Kini ia dan ketiga sahabatnya telah berkumpul kembali bersama Alvin. Ditambah Via, Keke, Shilla, dan Ify karena sekarang sudah jam masuk sekolah. Mereka semua memutuskan tidak akan membahas masalah kemarin lagi.
"Cak, temen cewek lo ada yang desainer gitu ngga?" tanya Via. "Temen lama gue ada yang mau bikin dress untuk tunangan gitu."
"Hah? Gila, seumur kita udah tunangan?" pekik Ify tertahan.
"Iya. Lo mau? Minta tuh sama Rio," balas Via tanpa pikir panjang. Ucapannya sontak membuat suasana hening, semua mata tertuju pada Rio dan Ify.
Lelaki yang ditatap berusaha mengabaikan dan tetap menulis di bukunya dengan tenang. Namun lama kelamaan ia risih juga hingga menengadahkan kepala.
"Gue masih 17, hidup masih panjang. Penting amat lo pada mikirin soal tunangan segala," ujar Rio dengan nada datar sebelum kembali menulis.
"Eh, eh, Via," panggil Cakka ceria, segera setelah Rio selesai dengan kalimatnya. "Kebetulan temen cewek gue ngga ada yang desainer baju setau gue.
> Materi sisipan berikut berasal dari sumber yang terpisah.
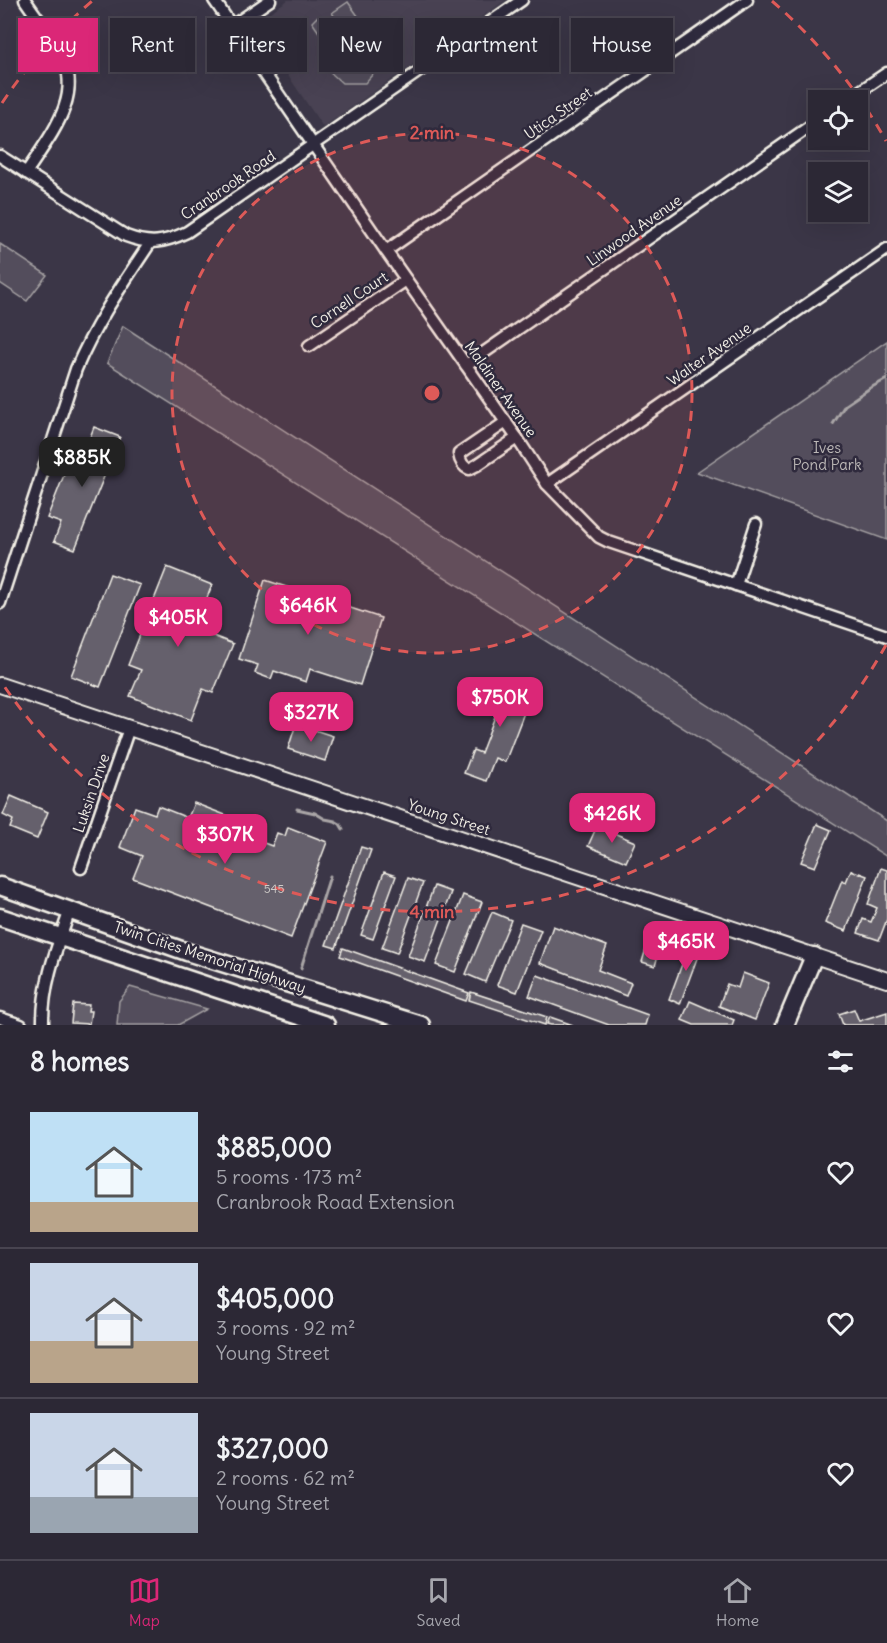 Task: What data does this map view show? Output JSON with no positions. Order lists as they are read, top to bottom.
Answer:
{
  "streets": {
    "main road": ["Twin Cities Memorial Highway"],
    "street": [
      "Utica Street",
      "Cranbrook Road",
      "Linwood Avenue",
      "Cornell Court",
      "Walter Avenue",
      "Maldiner Avenue",
      "Luksin Drive",
      "Young Street"
    ]
  },
  "crossings": [
    ["Utica Street", "Maldiner Avenue"],
    ["Cranbrook Road", "Maldiner Avenue"],
    ["Linwood Avenue", "Maldiner Avenue"],
    ["Cornell Court", "Maldiner Avenue"],
    ["Walter Avenue", "Maldiner Avenue"],
    ["Luksin Drive", "Young Street"]
  ],
  "parks": ["Ives Pond Park"],
  "house_numbers": ["545"],
  "page": {
    "chip": [
      "Buy",
      "Rent",
      "Filters",
      "New",
      "Apartment",
      "House"
    ],
    "price": [
      "$885K",
      "$646K",
      "$405K",
      "$750K",
      "$327K",
      "$426K",
      "$307K",
      "$465K"
    ],
    "heading": "8 homes",
    "list": [
      {
        "name": "$885,000",
        "note": "5 rooms · 173 m² · Cranbrook Road Extension"
      },
      {
        "name": "$405,000",
        "note": "3 rooms · 92 m² · Young Street"
      },
      {
        "name": "$327,000",
        "note": "2 rooms · 62 m² · Young Street"
      }
    ],
    "tabs": ["Map", "Saved", "Home"]
  },
  "rings": ["2 min", "4 min"]
} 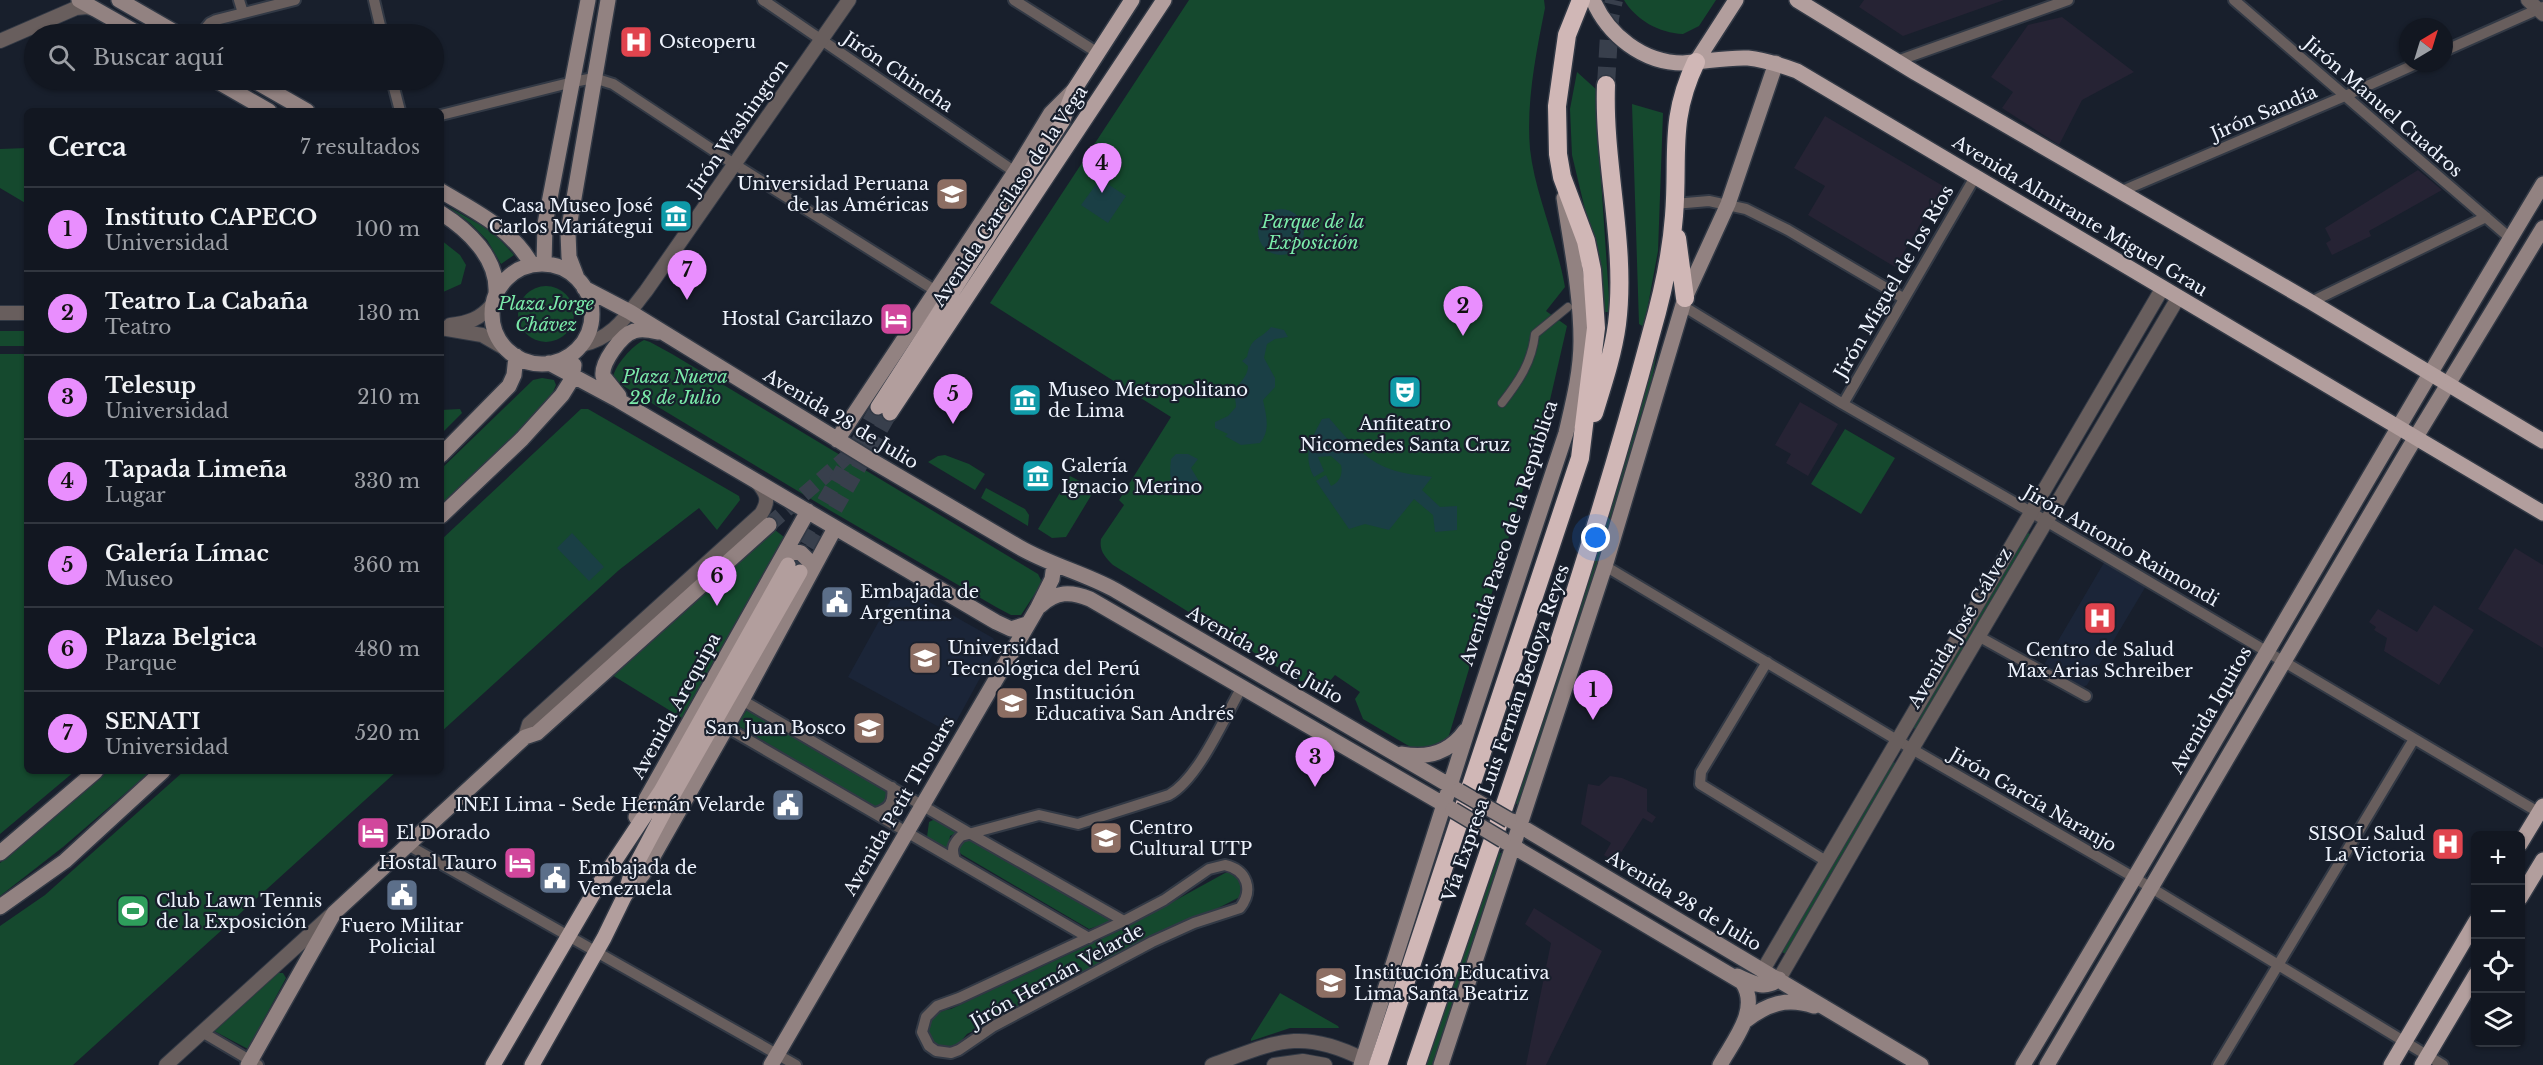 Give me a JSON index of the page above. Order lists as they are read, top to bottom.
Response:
{
  "streets": {
    "highway": ["Avenida Paseo de la República", "Vía Expresa Luis Fernán Bedoya Reyes"],
    "main road": [
      "Avenida Garcilaso de la Vega",
      "Avenida Almirante Miguel Grau",
      "Avenida 28 de Julio",
      "Avenida Arequipa",
      "Avenida Iquitos",
      "Avenida Petit Thouars"
    ],
    "street": [
      "Jirón Chincha",
      "Jirón Manuel Cuadros",
      "Jirón Sandía",
      "Jirón Washington",
      "Jirón Miguel de los Ríos",
      "Jirón Antonio Raimondi",
      "Avenida José Gálvez",
      "Jirón García Naranjo",
      "Jirón Hernán Velarde"
    ]
  },
  "crossings": [
    ["Jirón Chincha", "Jirón Washington"],
    ["Jirón Chincha", "Avenida Garcilaso de la Vega"],
    ["Jirón Manuel Cuadros", "Jirón Sandía"],
    ["Jirón Manuel Cuadros", "Avenida Iquitos"],
    ["Jirón Washington", "Avenida 28 de Julio"],
    ["Avenida Garcilaso de la Vega", "Avenida 28 de Julio"],
    ["Avenida Almirante Miguel Grau", "Jirón Miguel de los Ríos"],
    ["Avenida Almirante Miguel Grau", "Avenida José Gálvez"],
    ["Avenida Almirante Miguel Grau", "Avenida Iquitos"],
    ["Avenida Almirante Miguel Grau", "Vía Expresa Luis Fernán Bedoya Reyes"],
    ["Jirón Miguel de los Ríos", "Jirón Antonio Raimondi"],
    ["Avenida 28 de Julio", "Avenida Paseo de la República"],
    ["Avenida 28 de Julio", "Avenida José Gálvez"],
    ["Avenida 28 de Julio", "Avenida Petit Thouars"],
    ["Avenida Paseo de la República", "Vía Expresa Luis Fernán Bedoya Reyes"],
    ["Jirón Antonio Raimondi", "Avenida José Gálvez"],
    ["Jirón Antonio Raimondi", "Avenida Iquitos"],
    ["Avenida José Gálvez", "Jirón García Naranjo"],
    ["Avenida Arequipa", "Jirón Hernán Velarde"],
    ["Avenida Iquitos", "Jirón García Naranjo"],
    ["Avenida Petit Thouars", "Jirón Hernán Velarde"]
  ],
  "parks": ["Parque de la Exposición", "Plaza Jorge Chávez", "Plaza Nueva 28 de Julio"],
  "places": {
    "hospital": ["Osteoperu", "Centro de Salud Max Arias Schreiber", "SISOL Salud La Victoria"],
    "school or university": [
      "Universidad Peruana de las Américas",
      "Universidad Tecnológica del Perú",
      "Institución Educativa San Andrés",
      "San Juan Bosco",
      "Centro Cultural UTP",
      "Institución Educativa Lima Santa Beatriz"
    ],
    "museum": ["Casa Museo José Carlos Mariátegui", "Museo Metropolitano de Lima", "Galería Ignacio Merino"],
    "hotel": ["Hostal Garcilazo", "El Dorado", "Hostal Tauro"],
    "theatre": ["Anfiteatro Nicomedes Santa Cruz"],
    "public building": [
      "Embajada de Argentina",
      "INEI Lima - Sede Hernán Velarde",
      "Embajada de Venezuela",
      "Fuero Militar Policial"
    ],
    "sports": ["Club Lawn Tennis de la Exposición"]
  },
  "north": "top right",
  "page": {
    "search": "Buscar aquí",
    "heading": ["Cerca", "7 resultados"],
    "pins": [
      "4",
      "7",
      "2",
      "5",
      "6",
      "1",
      "3"
    ],
    "list": [
      {
        "mark": "1",
        "name": "Instituto CAPECO",
        "note": "Universidad",
        "value": "100 m"
      },
      {
        "mark": "2",
        "name": "Teatro La Cabaña",
        "note": "Teatro",
        "value": "130 m"
      },
      {
        "mark": "3",
        "name": "Telesup",
        "note": "Universidad",
        "value": "210 m"
      },
      {
        "mark": "4",
        "name": "Tapada Limeña",
        "note": "Lugar",
        "value": "330 m"
      },
      {
        "mark": "5",
        "name": "Galería Límac",
        "note": "Museo",
        "value": "360 m"
      },
      {
        "mark": "6",
        "name": "Plaza Belgica",
        "note": "Parque",
        "value": "480 m"
      },
      {
        "mark": "7",
        "name": "SENATI",
        "note": "Universidad",
        "value": "520 m"
      }
    ],
    "map_buttons": ["+", "−"]
  }
} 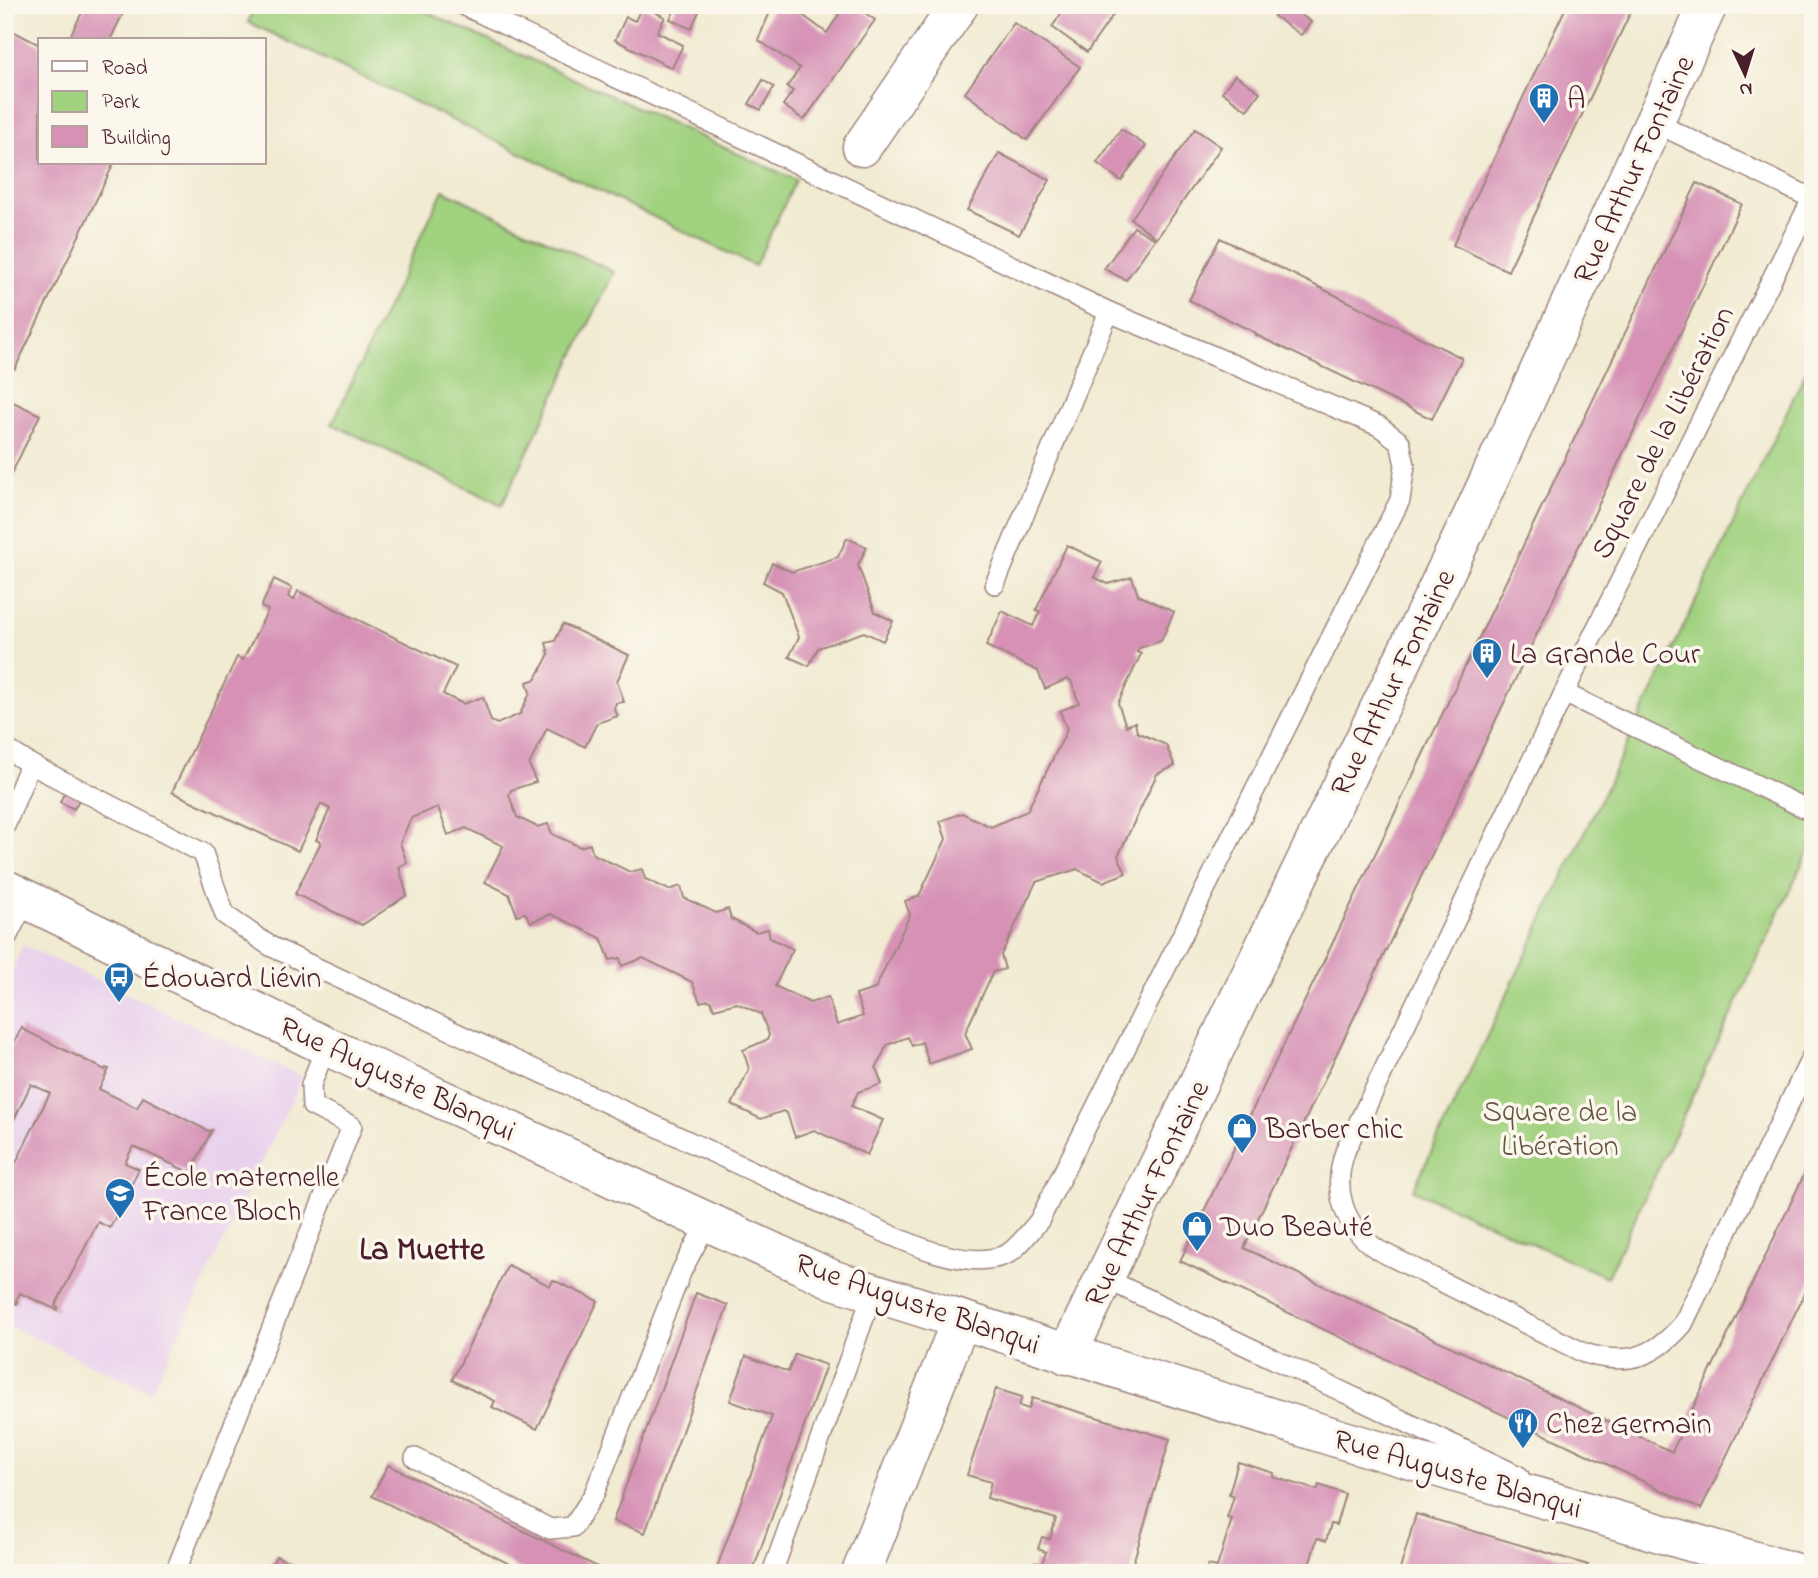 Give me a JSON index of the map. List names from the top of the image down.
{
  "streets": {
    "street": ["Rue Arthur Fontaine", "Rue Auguste Blanqui"],
    "lane": ["Square de la Libération"]
  },
  "crossings": [
    ["Rue Arthur Fontaine", "Rue Auguste Blanqui"]
  ],
  "districts": ["La Muette"],
  "parks": ["Square de la Libération"],
  "places": {
    "building": ["A", "La Grande Cour"],
    "bus stop": ["Édouard Liévin"],
    "shop": ["Barber chic", "Duo Beauté"],
    "school or university": ["École maternelle France Bloch"],
    "restaurant": ["Chez Germain"]
  },
  "legend": ["Road", "Park", "Building"],
  "north": "bottom"
}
Coba nanti gue tanyain mereka ada kenalan nggak."
"Oke, oke. Makasih ya, Cak. Baik deh lo," puji Via, membuat hidungnya dicubit Gabriel dengan gemas. "Aduh, apa sih?"
"Jangan manis-manisan sama Cakka dong," ucap Gabriel seraya tersenyum dan membelai kepala Via. Via balas tersenyum, membuat teman-temannya mencibir keromantisan mereka.
"Teman-teman," panggil Shilla tiba-tiba. Ia berdehem gugup kala semua mata memandangnya. "Nanti main yuk?"
***
Gabriel dan Via berjalan menjauh sambil berangkulan, diikuti Rio dan Ify yang berjalan bersebelahan namun tidak saling bersentuhan. Cakka berniat menyusul sambil merangkul Keke, namun Shilla dengan sigap menarik lengan Cakka ke arah yang sama dengan keempat teman yang sudah mendului mereka.
"Oy, oy, apa nih??" seru Cakka seraya mengikuti langkah Shilla. Kepergiannya menyisakan Keke dengan Alvin di paling belakang.
Keke menatap Alvin canggung, ingin berlari menyusul yang lain namun tak tega pada Alvin. Jadi, Keke berjalan pelan seraya menundukkan kepala.
"Ngga lari nyusul yang lain?" tanya Alvin. Ia tersenyum menatap Keke, membuat Keke sedikit memalingkan wajah dengan malu.
"Ngga ah.. Kasihan lo, ntar sendirian," jawab Keke tanpa menatap Alvin.
"Duh, baiknya. Gue jadi terharu loh," balas Alvin sambil tersenyum. Kemudian, mereka berjalan dalam keheningan. Entah kemana teman-temannya yang lain. Alvin dan Keke hanya berjalan mengikuti insting mereka.
"Al, sakit nggak?" tanya Keke tiba-tiba kala mereka menaiki eskalator.
"Sakit apa?" tanya Alvin bingung.
"I- itu.. Kata Shilla-"
"Ah, ya. I see. Sudah, ngga usah dipikirkan," tukas Alvin. Kemudian ia menoleh membelakangi Keke, gestur tak ingin membahas. Ia tak tahu jika Keke baru saja memberikan wajah sedih dan kecewa.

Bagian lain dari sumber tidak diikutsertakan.